Swimming With Physics: Why Do Swimmers Go Faster When They Feel Slower?

by SwimSwam 25

April 18th, 2014 Training, Training Intel

Rebecca Westfall is a former All-American at Texas A&M University, when she was Rebecca Sturdy. She completed her swimming career there in 2007, though still ranks in the top 10 in Texas A&M history in 5 different events. She’s now the assistant coach at Warren Wilson College in Asheville, North Carolina.

Her father, and her coach up until college, is Gary Sturdy. He has a unique perspective on coaching and physics; his primary vocation is as the owner and lead engineer of the Sturdy Engineering Corporation, however he has also spent much of his adult life as a swim coach and swim official. He built a program for the HP-48G that was used at the 2000 Olympic Trials that was used by the USA Swimming Technical Committee to analyze swims.

In the sport of swimming, innovation is crucial. The status quo of thinking and training the same way every day has become unacceptable, especially at the highest levels of the sport. Coaches strive every day to, “think outside the box.” In pursuit of this goal, Coach Gary Sturdy and I have turned to physics to explain why certain techniques work, why others do not, and develop new methods of attaining higher velocities through the water.

While Coach Sturdy and I have had successes in applying physics to swimming, there has always been one situation which has stumped us. Time and time again, we have had swimmers come to us after a lifetime best performance by a large margin and comment, “Coach, I could have gone faster.” Why do the best performances occur when athletes believe they didn’t work hard enough?

I swam this way myself throughout my entire career without being able to explain why my vastly slower turnover rate resulted in speeds that stumped the majority of coaches who watched me swim. Obviously it was working for me, but why?

In the last year or so, Coach Sturdy and I have experienced a breakthrough and are finally able to explain the phenomena. It all comes back to physics, kinetic energy to be exact. The easiest way for us to explain the importance of the practical uses of kinetic energy in the stroke is to apply it to one of the most universal swimmer flaws: the zig zag.

To be more specific, the zig zag occurs during the stroke phase of freestyle and backstroke when a swimmer’s shoulders swerve, for example, to the left, crossing the centerline. Due to the elastic nature of the human trunk, the hips bow out to the right, crossing the centerline in the opposite direction. The movement continues to flow down the body with the legs swerving back past the centerline to the left. As the swimmer takes the next stroke, the shoulders veer to the right while the hips swing left and legs swing right.
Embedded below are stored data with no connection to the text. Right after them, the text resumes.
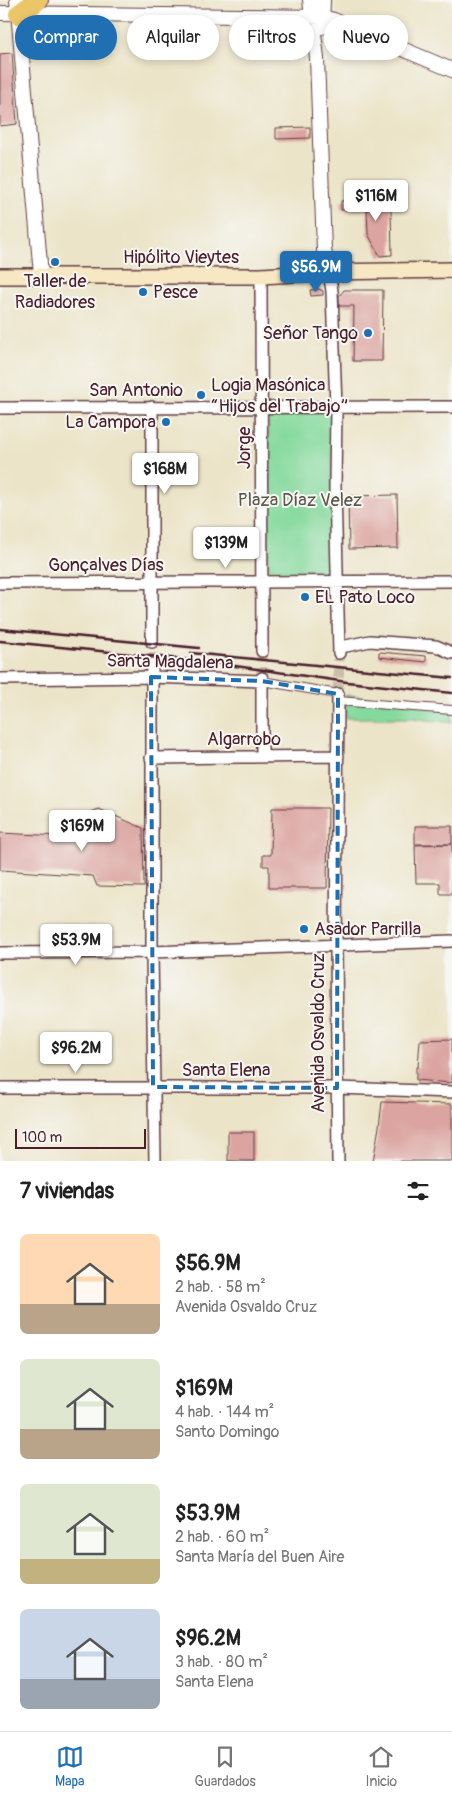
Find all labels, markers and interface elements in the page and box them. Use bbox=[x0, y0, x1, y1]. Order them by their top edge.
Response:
chip: Comprar bbox=[15, 15, 117, 60]
chip: Alquilar bbox=[127, 15, 219, 60]
chip: Filtros bbox=[229, 15, 314, 60]
chip: Nuevo bbox=[324, 15, 408, 60]
pin: $116M bbox=[341, 180, 411, 222]
text: $116M bbox=[355, 186, 397, 206]
street label: Hipólito Vieytes bbox=[123, 246, 239, 269]
pin: $56.9M bbox=[275, 250, 357, 293]
marker: Taller de Radiadores bbox=[49, 256, 61, 268]
text: $56.9M bbox=[291, 257, 341, 277]
place label: Taller de Radiadores bbox=[15, 270, 95, 314]
place label: Pesce bbox=[153, 281, 198, 304]
marker: Pesce bbox=[137, 286, 149, 298]
place label: Señor Tango bbox=[263, 322, 358, 345]
marker: Señor Tango bbox=[362, 327, 374, 339]
place label: Logia Masónica “Hijos del Trabajo” bbox=[211, 374, 348, 418]
street label: San Antonio bbox=[89, 379, 183, 402]
marker: Logia Masónica “Hijos del Trabajo” bbox=[195, 389, 207, 401]
place label: La Campora bbox=[65, 411, 156, 434]
marker: La Campora bbox=[160, 416, 172, 428]
street label: Jorge bbox=[233, 427, 256, 469]
pin: $168M bbox=[130, 452, 200, 495]
text: $168M bbox=[143, 459, 187, 479]
park label: Plaza Díaz Velez bbox=[238, 489, 362, 512]
pin: $139M bbox=[191, 526, 261, 569]
text: $139M bbox=[204, 533, 248, 553]
street label: Gonçalves Días bbox=[48, 554, 164, 577]
place label: EL Pato Loco bbox=[315, 586, 415, 609]
marker: EL Pato Loco bbox=[299, 591, 311, 603]
street label: Santa Magdalena bbox=[106, 649, 234, 675]
street label: Algarrobo bbox=[207, 728, 281, 751]
pin: $169M bbox=[47, 810, 117, 852]
text: $169M bbox=[60, 816, 104, 836]
place label: Asador Parrilla bbox=[314, 918, 421, 941]
marker: Asador Parrilla bbox=[298, 923, 310, 935]
pin: $53.9M bbox=[35, 924, 117, 966]
text: $53.9M bbox=[51, 930, 101, 950]
street label: Avenida Osvaldo Cruz bbox=[307, 953, 330, 1113]
pin: $96.2M bbox=[35, 1032, 117, 1074]
text: $96.2M bbox=[51, 1038, 101, 1058]
street label: Santa Elena bbox=[182, 1059, 270, 1082]
scale bar bbox=[15, 1126, 146, 1149]
text: 100 m bbox=[22, 1129, 62, 1146]
icon: filters bbox=[404, 1177, 432, 1205]
text: 7 viviendas bbox=[20, 1178, 114, 1205]
text: $56.9M bbox=[175, 1250, 241, 1277]
icon: home bbox=[60, 1254, 120, 1314]
text: 2 hab. · 58 m² bbox=[175, 1277, 266, 1297]
text: Avenida Osvaldo Cruz bbox=[175, 1297, 317, 1317]
text: $169M bbox=[175, 1375, 233, 1402]
icon: home bbox=[60, 1379, 120, 1439]
text: 4 hab. · 144 m² bbox=[175, 1402, 274, 1422]
text: Santo Domingo bbox=[175, 1422, 279, 1442]
text: $53.9M bbox=[175, 1500, 240, 1527]
icon: home bbox=[60, 1504, 120, 1564]
text: 2 hab. · 60 m² bbox=[175, 1527, 269, 1547]
text: Santa María del Buen Aire bbox=[175, 1547, 345, 1567]
text: $96.2M bbox=[175, 1625, 241, 1652]
icon: home bbox=[60, 1629, 120, 1689]
text: 3 hab. · 80 m² bbox=[175, 1652, 268, 1672]
text: Santa Elena bbox=[175, 1672, 254, 1692]
tab: Mapa bbox=[55, 1743, 85, 1790]
tab: Guardados bbox=[194, 1743, 256, 1790]
tab: Inicio bbox=[366, 1743, 397, 1790]

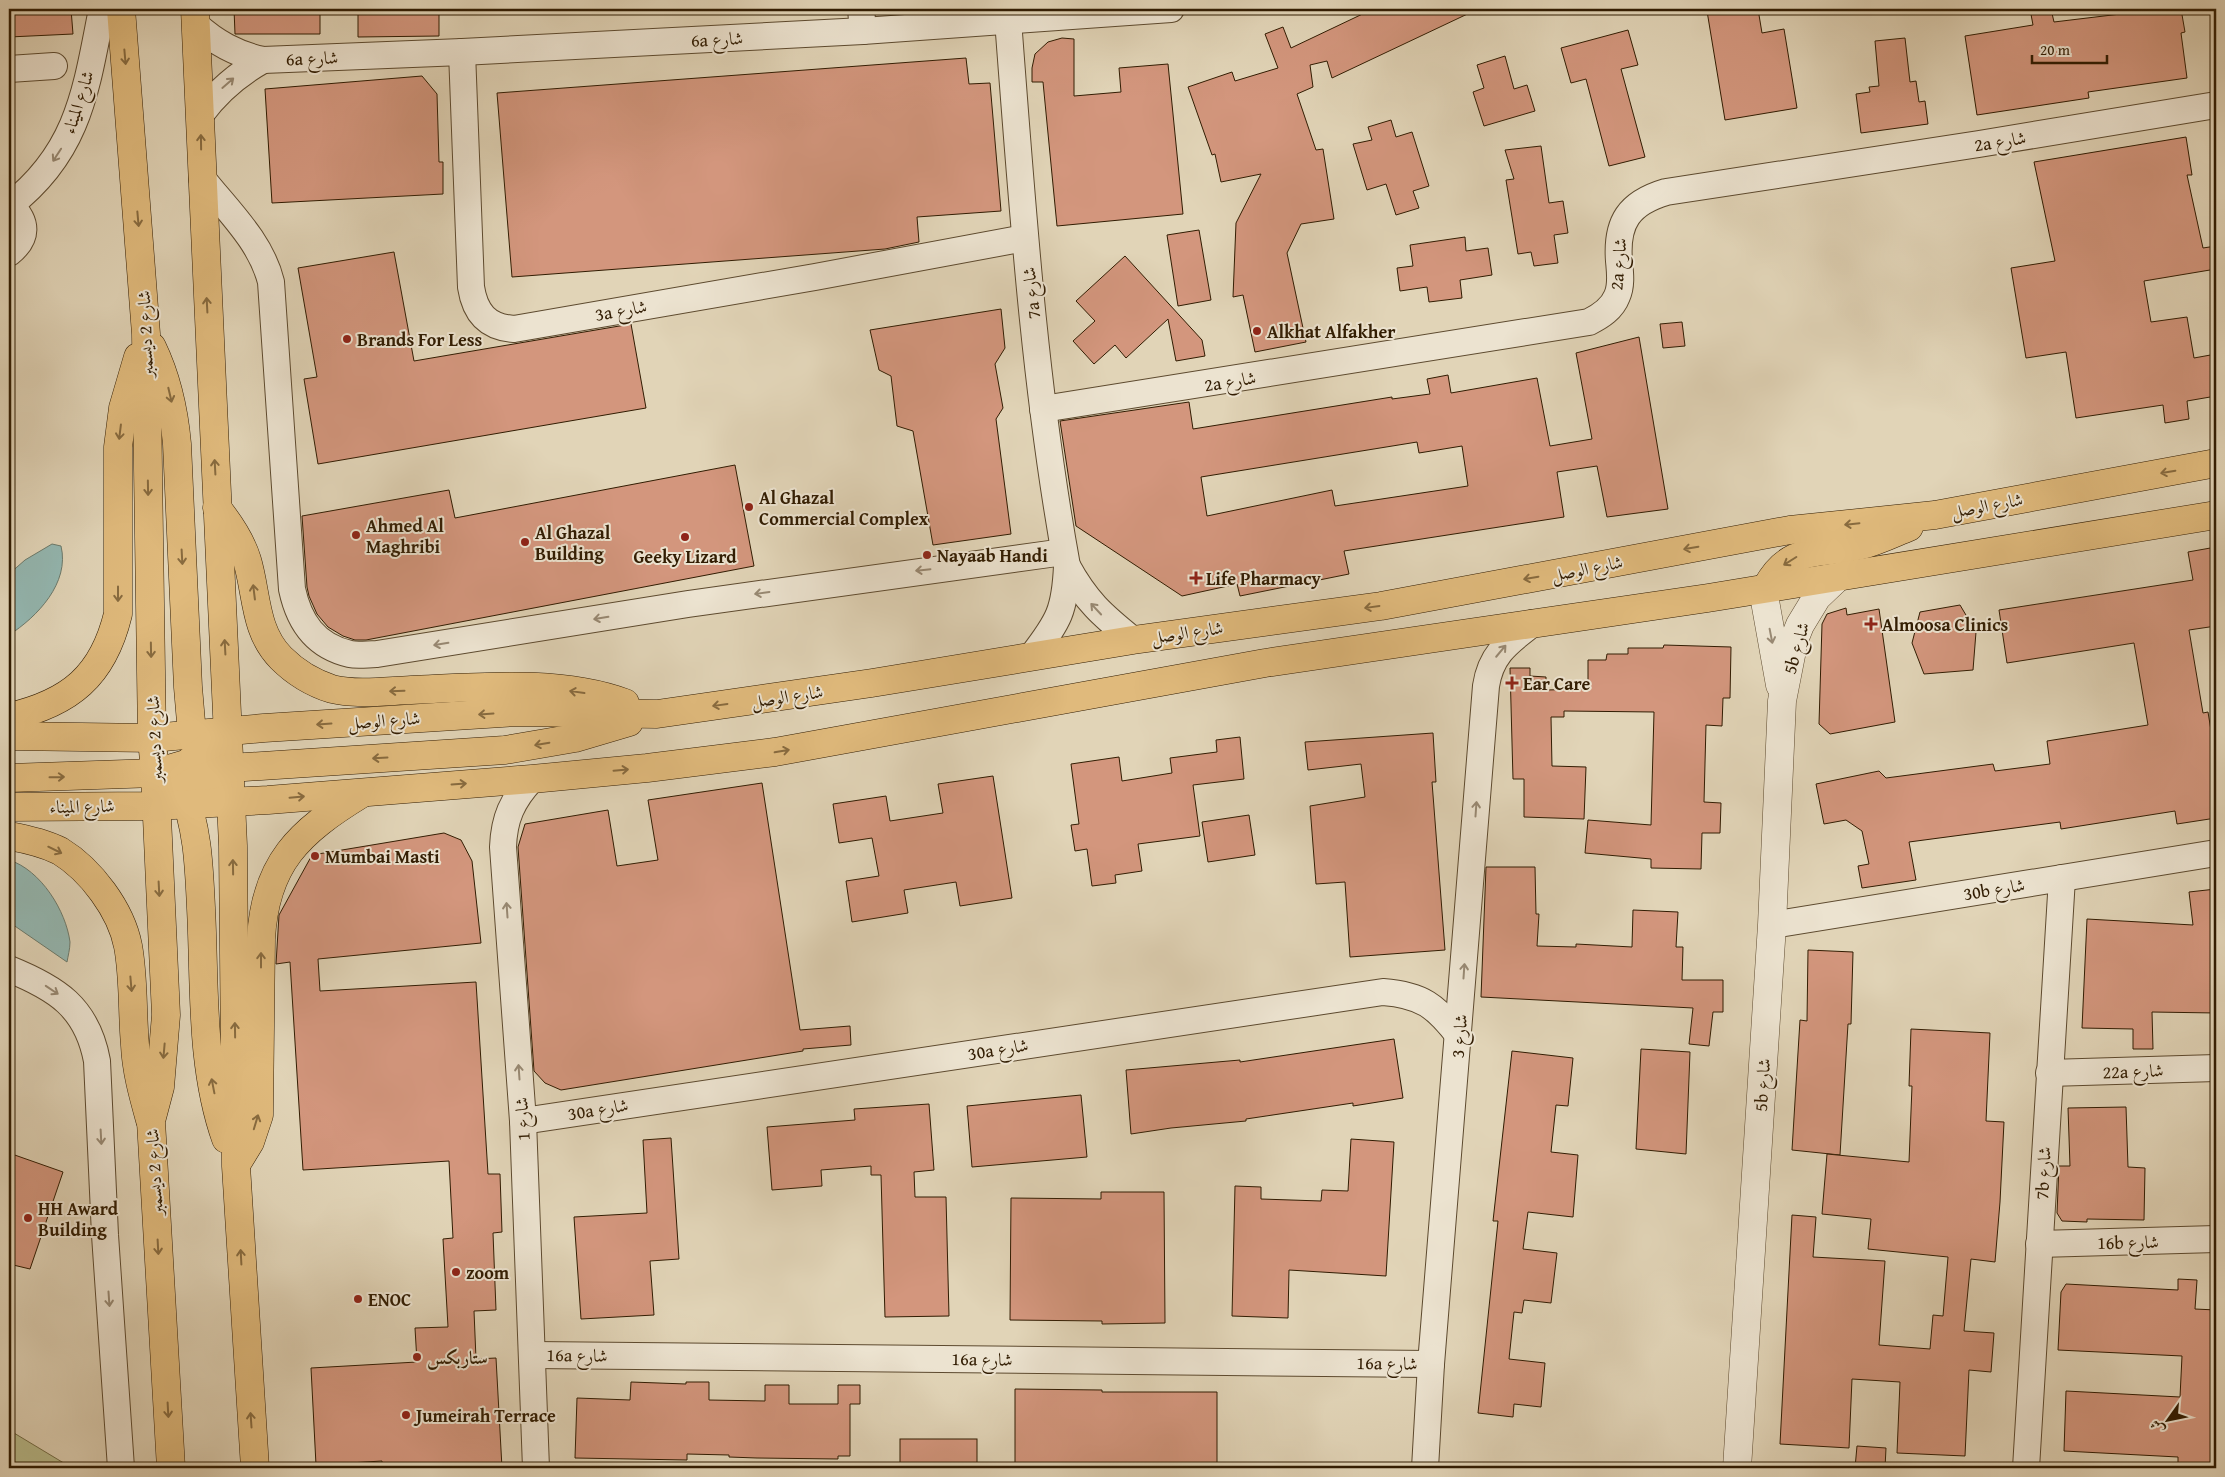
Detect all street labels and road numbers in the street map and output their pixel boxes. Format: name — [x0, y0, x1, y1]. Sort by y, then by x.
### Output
street label: 6a شارع — [690, 24, 744, 56]
street label: 6a شارع — [285, 44, 339, 74]
street label: شارع الميناء — [55, 67, 103, 138]
street label: 2a شارع — [1972, 124, 2028, 160]
street label: 2a شارع — [1602, 237, 1636, 291]
street label: 7a شارع — [1015, 265, 1049, 320]
street label: شارع 2 ديسمبر — [130, 290, 162, 380]
street label: 3a شارع — [593, 292, 649, 330]
street label: 2a شارع — [1202, 364, 1258, 400]
street label: شارع الوصل — [1949, 485, 2025, 527]
street label: شارع الوصل — [1549, 548, 1626, 590]
street label: شارع الوصل — [1149, 614, 1225, 652]
street label: 5b شارع — [1776, 619, 1818, 678]
street label: شارع الوصل — [749, 678, 825, 716]
street label: شارع 2 ديسمبر — [139, 695, 171, 785]
street label: شارع الوصل — [347, 704, 421, 738]
street label: شارع الميناء — [49, 792, 115, 822]
street label: 30b شارع — [1961, 871, 2027, 909]
street label: شارع 3 — [1444, 1013, 1476, 1059]
street label: 30a شارع — [966, 1031, 1031, 1069]
street label: 22a شارع — [2102, 1056, 2164, 1088]
street label: 5b شارع — [1747, 1058, 1779, 1113]
street label: 30a شارع — [566, 1091, 631, 1129]
street label: شارع 1 — [507, 1096, 539, 1142]
street label: شارع 2 ديسمبر — [138, 1128, 172, 1218]
street label: 7b شارع — [2028, 1146, 2060, 1200]
street label: 16b شارع — [2097, 1228, 2159, 1258]
street label: 16a شارع — [546, 1341, 608, 1371]
street label: 16a شارع — [951, 1345, 1013, 1375]
street label: 16a شارع — [1356, 1349, 1418, 1379]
This serpentine s-curve is what will be referred to as a zig zag.

Up to this point in coaching, the zig zag has been corrected because it a) causes the swimmer to travel a longer distance through the water and b) generates a turbulent water flow, which increases drag. However, as major as these two sources of velocity reduction are, let us approach the problems from a kinetic energy point of view. To do this, we need to give you a crash course in physics as applied to swimming.

Within the stroke, a swimmer produces work energy by pulling and kicking. Work energy is defined as a force exerted over a distance and can be defined in the equation WE=F(d). This work energy allows the body to move at a certain velocity through the water. This work energy is the kinetic energy available to the swimmer. Kinetic energy is defined as mass traveling at a certain velocity and can be expressed in the equation KE=1/2mv2.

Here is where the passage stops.